INTERVIEW - dr. Pawel Grzesiowski “People need to know what immunity is, what viruses are, how vaccines work"

The COVID-19 pandemic forced us to revise our methods of preventing the diseases spreading, but we also faced a serious problem of medical disinformation. In an age of disinformation and questioning of medical authority, how can we convince patients of the effectiveness of vaccinations?

Dr. Paweł Grzesiowski: First, we need to understand where disinformation comes from and what mechanisms we can use to combat this phenomenon. Only then can we reflect on more specific proposals regarding the vaccination programme.

Disinformation about health or medical problems have not originated from the pandemic. During the pandemic, it has increased rapidly, but we can recall the actions of anti-vaxxers before 2020 to realise that vaccine-based disinformation is not a new phenomenon.
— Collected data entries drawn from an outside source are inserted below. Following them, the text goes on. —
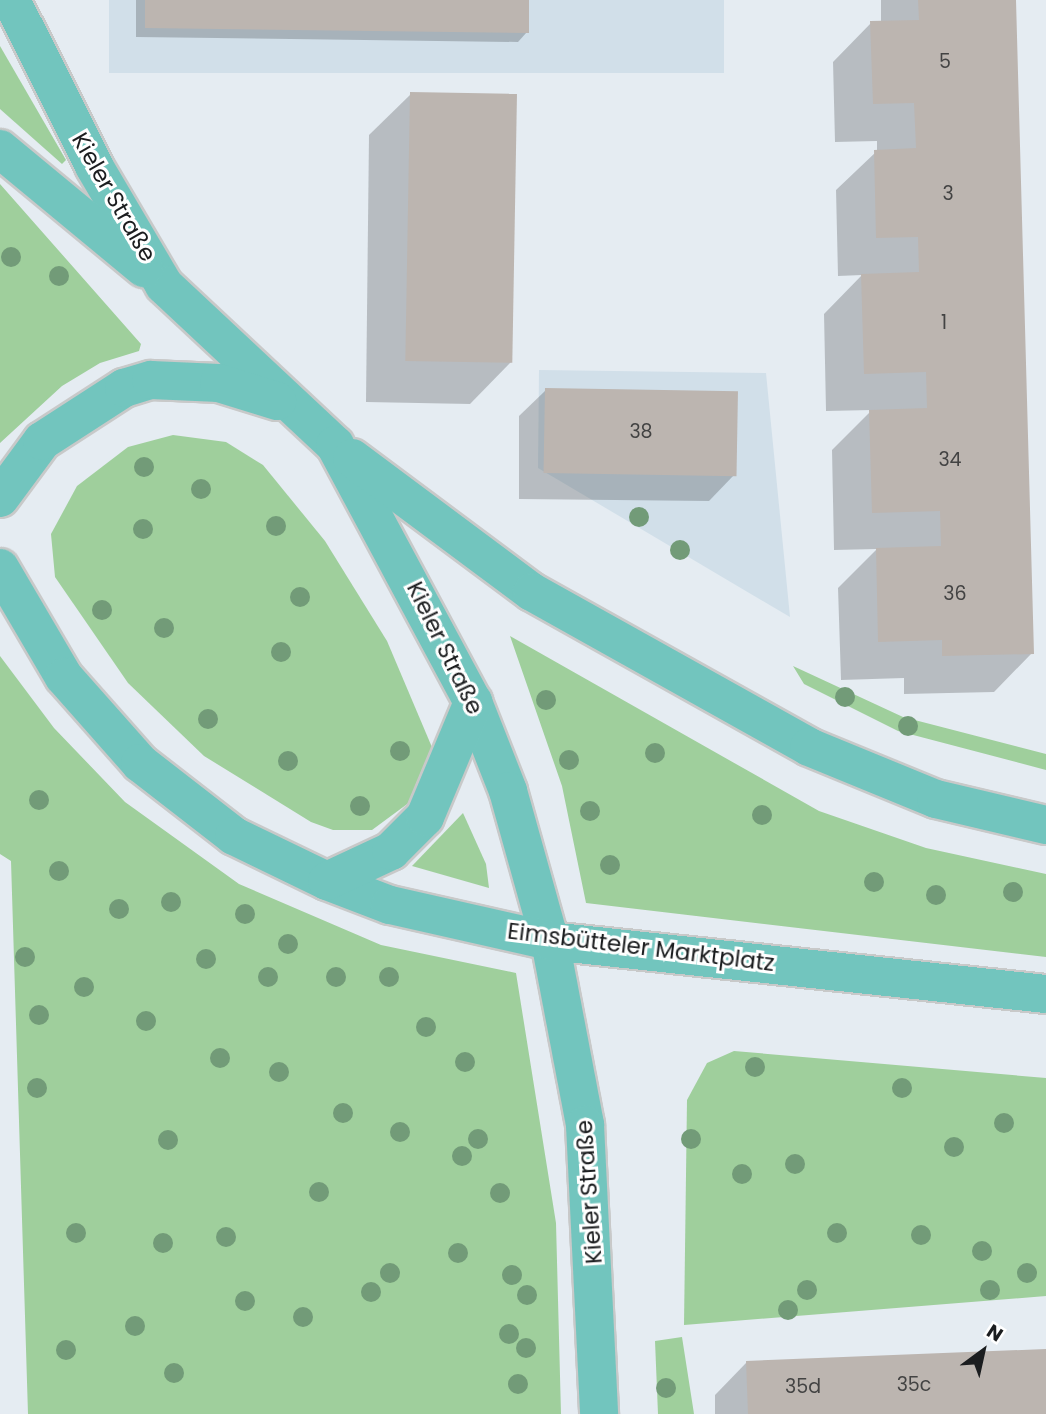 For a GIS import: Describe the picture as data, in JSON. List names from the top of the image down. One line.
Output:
{"streets":{"main road":["Kieler Straße","Eimsbütteler Marktplatz"]},"crossings":[["Kieler Straße","Eimsbütteler Marktplatz"]],"house_numbers":["5","3","1","38","34","36","35c","35d"],"north":"top right"} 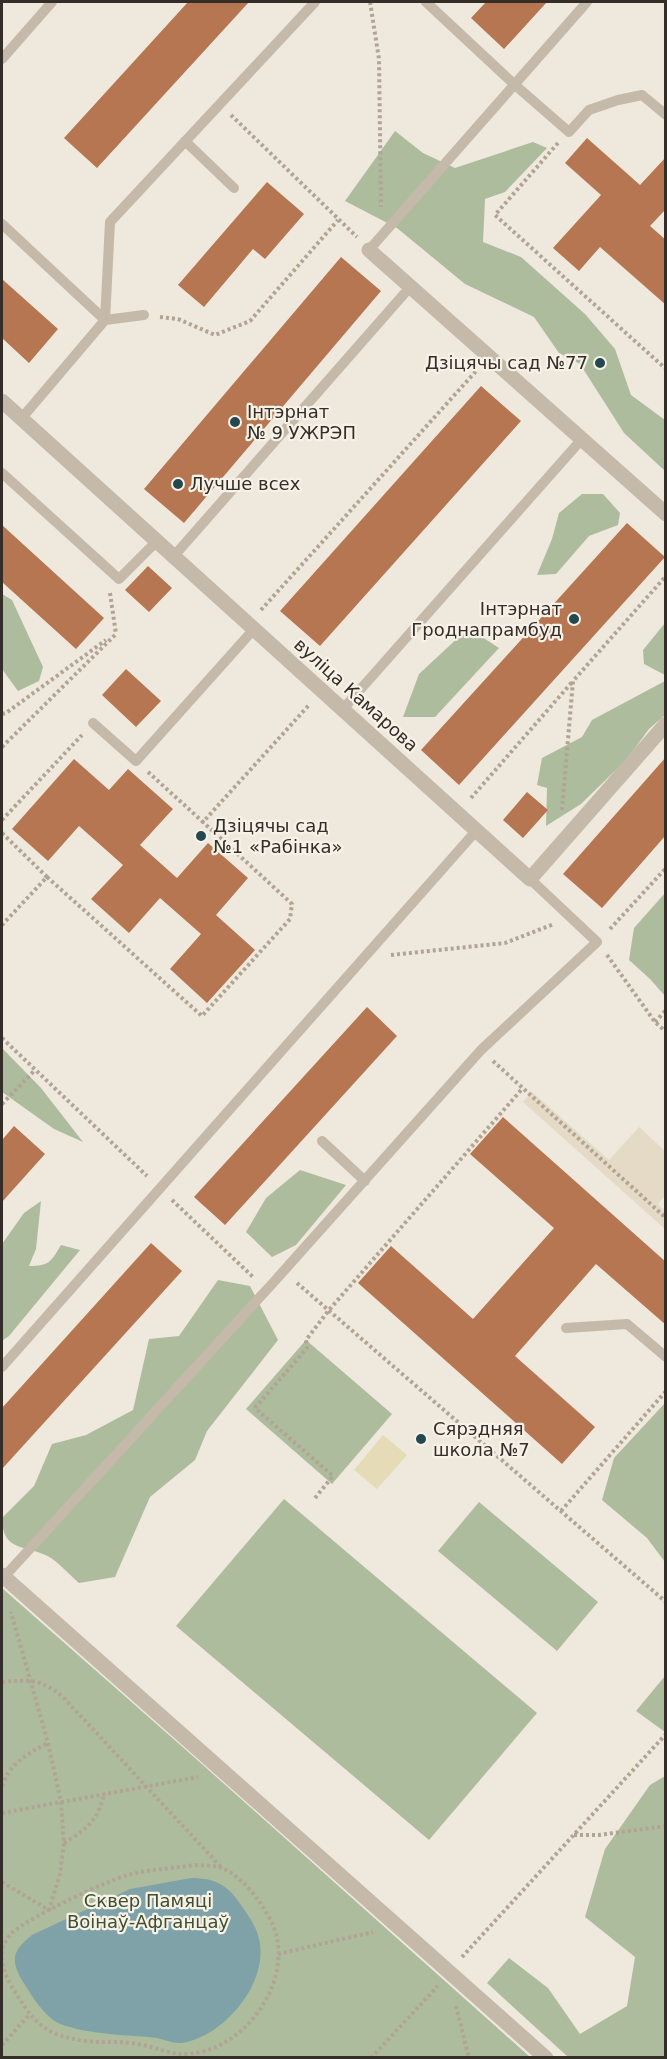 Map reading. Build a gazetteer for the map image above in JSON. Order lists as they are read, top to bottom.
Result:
{
  "streets": {
    "street": ["вуліца Камарова"]
  },
  "parks": ["Сквер Памяці Воінаў-Афганцаў"],
  "places": [
    "Дзіцячы сад №77",
    "Інтэрнат № 9 УЖРЭП",
    "Лучше всех",
    "Інтэрнат Гроднапрамбуд",
    "Дзіцячы сад №1 «Рабінка»",
    "Сярэдняя школа №7"
  ]
} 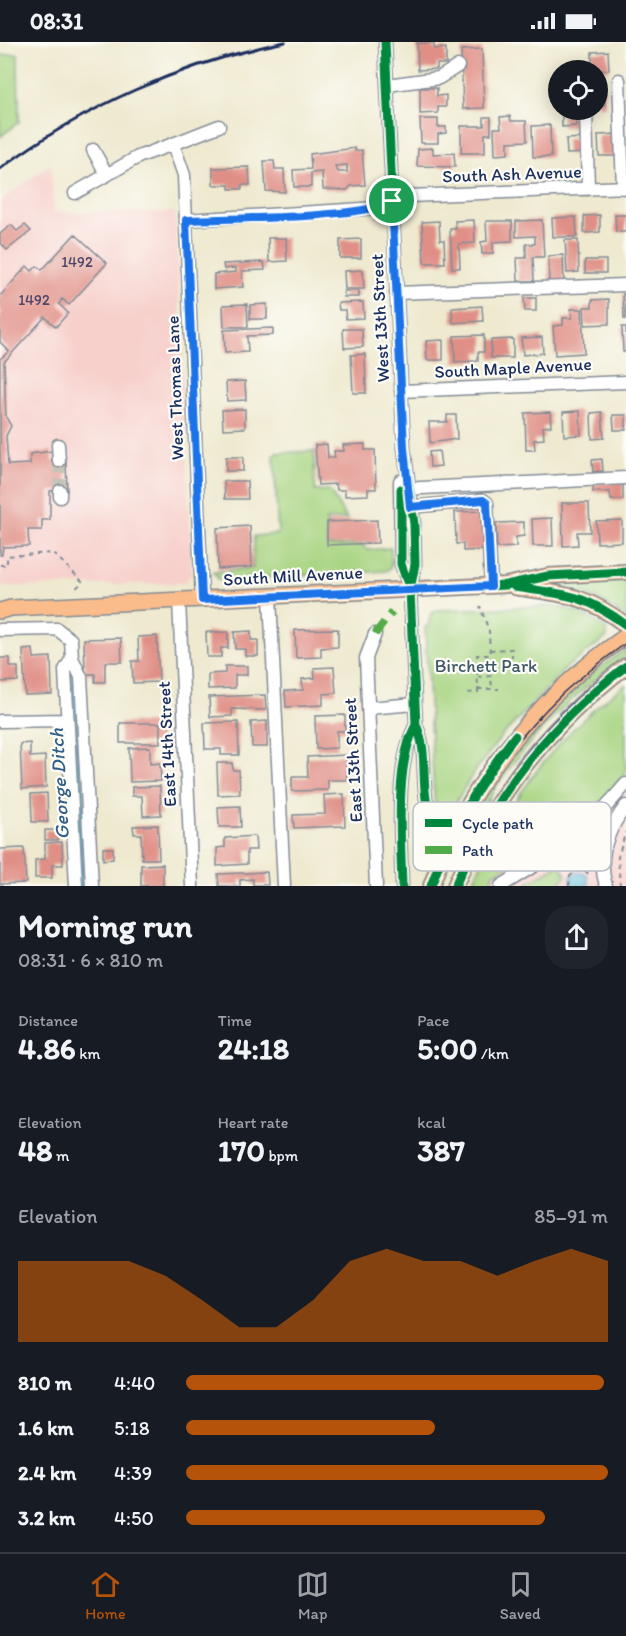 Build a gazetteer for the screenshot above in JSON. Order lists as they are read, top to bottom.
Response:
{
  "streets": {
    "main road": ["South Mill Avenue"],
    "street": [
      "South Ash Avenue",
      "West 13th Street",
      "South Maple Avenue",
      "West Thomas Lane",
      "East 14th Street",
      "East 13th Street"
    ]
  },
  "crossings": [
    ["South Ash Avenue", "West 13th Street"],
    ["South Ash Avenue", "West Thomas Lane"],
    ["West 13th Street", "South Maple Avenue"],
    ["West 13th Street", "South Mill Avenue"],
    ["West Thomas Lane", "South Mill Avenue"],
    ["South Mill Avenue", "East 14th Street"]
  ],
  "water": ["George Ditch"],
  "parks": ["Birchett Park"],
  "house_numbers": ["1492", "1492"],
  "legend": ["Cycle path", "Path"],
  "page": {
    "status": "08:31",
    "heading": ["Morning run", "08:31 · 6 × 810 m"],
    "stats": [
      ["Distance", "4.86 km"],
      ["Time", "24:18"],
      ["Pace", "5:00 /km"],
      ["Elevation", "48 m"],
      ["Heart rate", "170 bpm"],
      ["kcal", "387"]
    ],
    "chart": ["Elevation", "85–91 m"],
    "list": [
      {
        "name": "810 m",
        "note": "4:40"
      },
      {
        "name": "1.6 km",
        "note": "5:18"
      },
      {
        "name": "2.4 km",
        "note": "4:39"
      },
      {
        "name": "3.2 km",
        "note": "4:50"
      }
    ],
    "tabs": ["Home", "Map", "Saved"]
  }
} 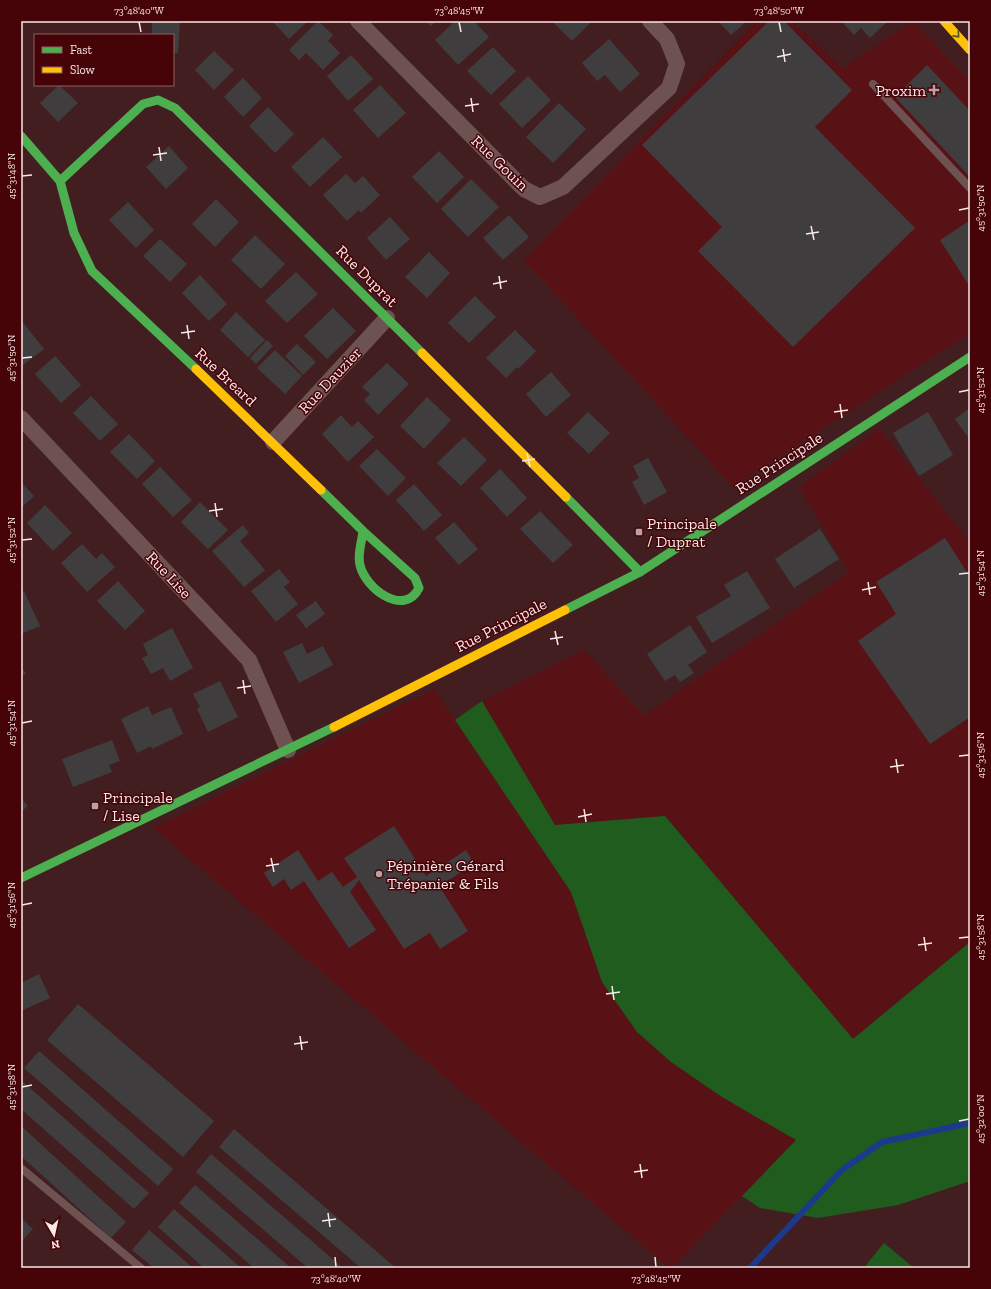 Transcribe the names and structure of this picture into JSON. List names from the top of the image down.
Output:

Even before the pandemic, a whole lot of very strange and unbelievable information appeared on the web, which internet users read, in which they partially believe, and in a situation of danger to health or life, they even rely on them. The pandemic led to the spread of this type of behaviour, which was a consequence of the rising popularity of medical and health message.

Never before has any issue related to medicine attracted such attention from the traditional media, such as television, radio and the press, but also social media. Due to the pandemic, health issues are discussed in the media all over the world, and this in turn facilitated the occurrence of various pathological phenomena, such as hatred of doctors or scientists, trolling, or the deliberate dissemination of erroneous and false information.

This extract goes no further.